╭──

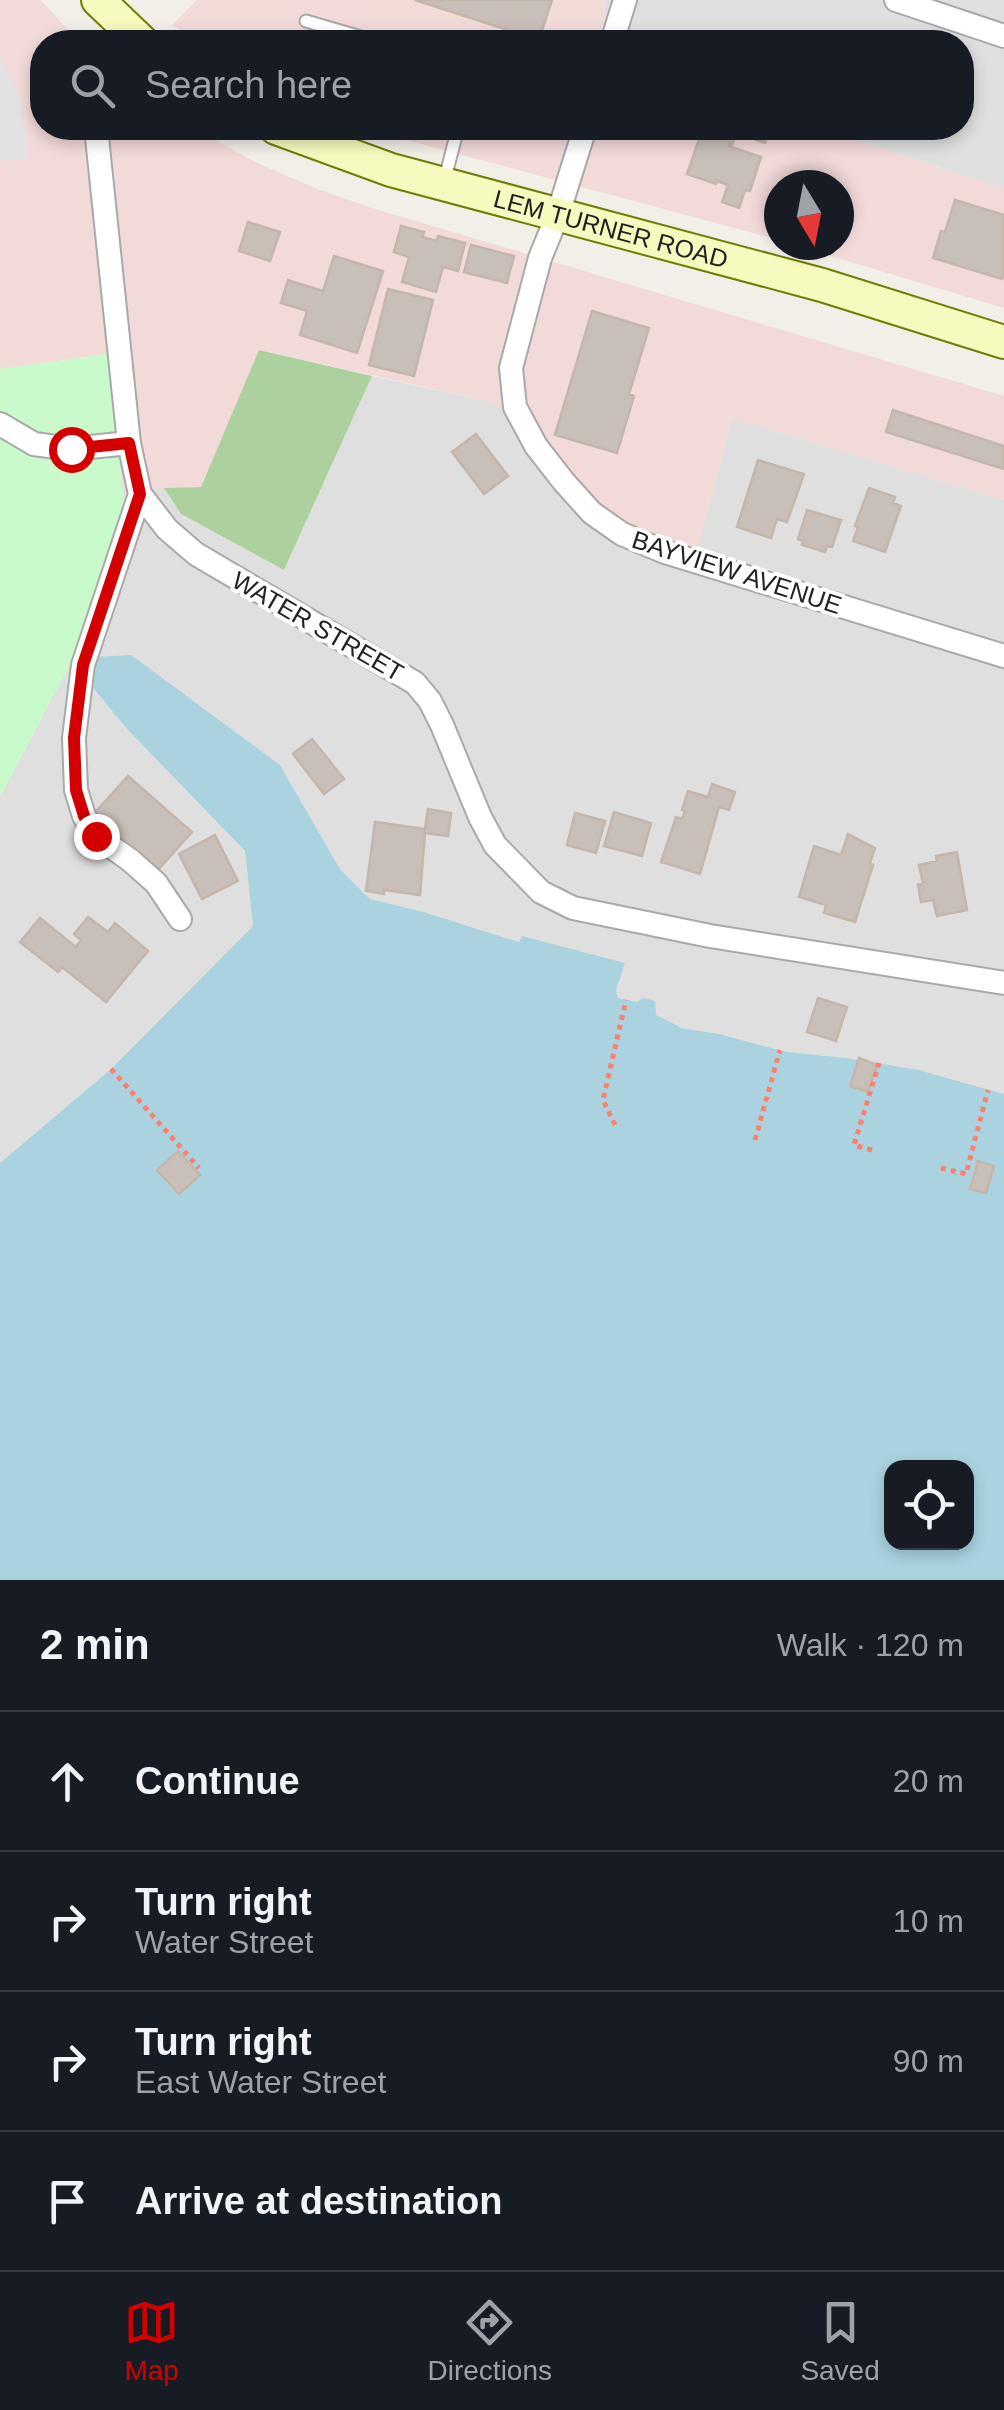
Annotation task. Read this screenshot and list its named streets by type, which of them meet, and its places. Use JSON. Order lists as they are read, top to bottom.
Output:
{
  "streets": {
    "main road": ["LEM TURNER ROAD"],
    "street": ["BAYVIEW AVENUE", "WATER STREET"]
  },
  "crossings": [
    ["LEM TURNER ROAD", "BAYVIEW AVENUE"]
  ],
  "north": "bottom",
  "page": {
    "search": "Search here",
    "heading": ["2 min", "Walk · 120 m"],
    "list": [
      ["Continue", "20 m"],
      ["Turn right", "Water Street", "10 m"],
      ["Turn right", "East Water Street", "90 m"],
      "Arrive at destination"
    ],
    "nav": ["Map", "Directions", "Saved"]
  }
}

╰──

## YOUR TASK
Return the listing unchanged, but drop every picture.

## EXERCISE RESPONSE
Annotation task. Read this screenshot and list its named streets by type, which of them meet, and its places. Use JSON. Order lists as they are read, top to bottom.
Output:
{
  "streets": {
    "main road": ["LEM TURNER ROAD"],
    "street": ["BAYVIEW AVENUE", "WATER STREET"]
  },
  "crossings": [
    ["LEM TURNER ROAD", "BAYVIEW AVENUE"]
  ],
  "north": "bottom",
  "page": {
    "search": "Search here",
    "heading": ["2 min", "Walk · 120 m"],
    "list": [
      ["Continue", "20 m"],
      ["Turn right", "Water Street", "10 m"],
      ["Turn right", "East Water Street", "90 m"],
      "Arrive at destination"
    ],
    "nav": ["Map", "Directions", "Saved"]
  }
}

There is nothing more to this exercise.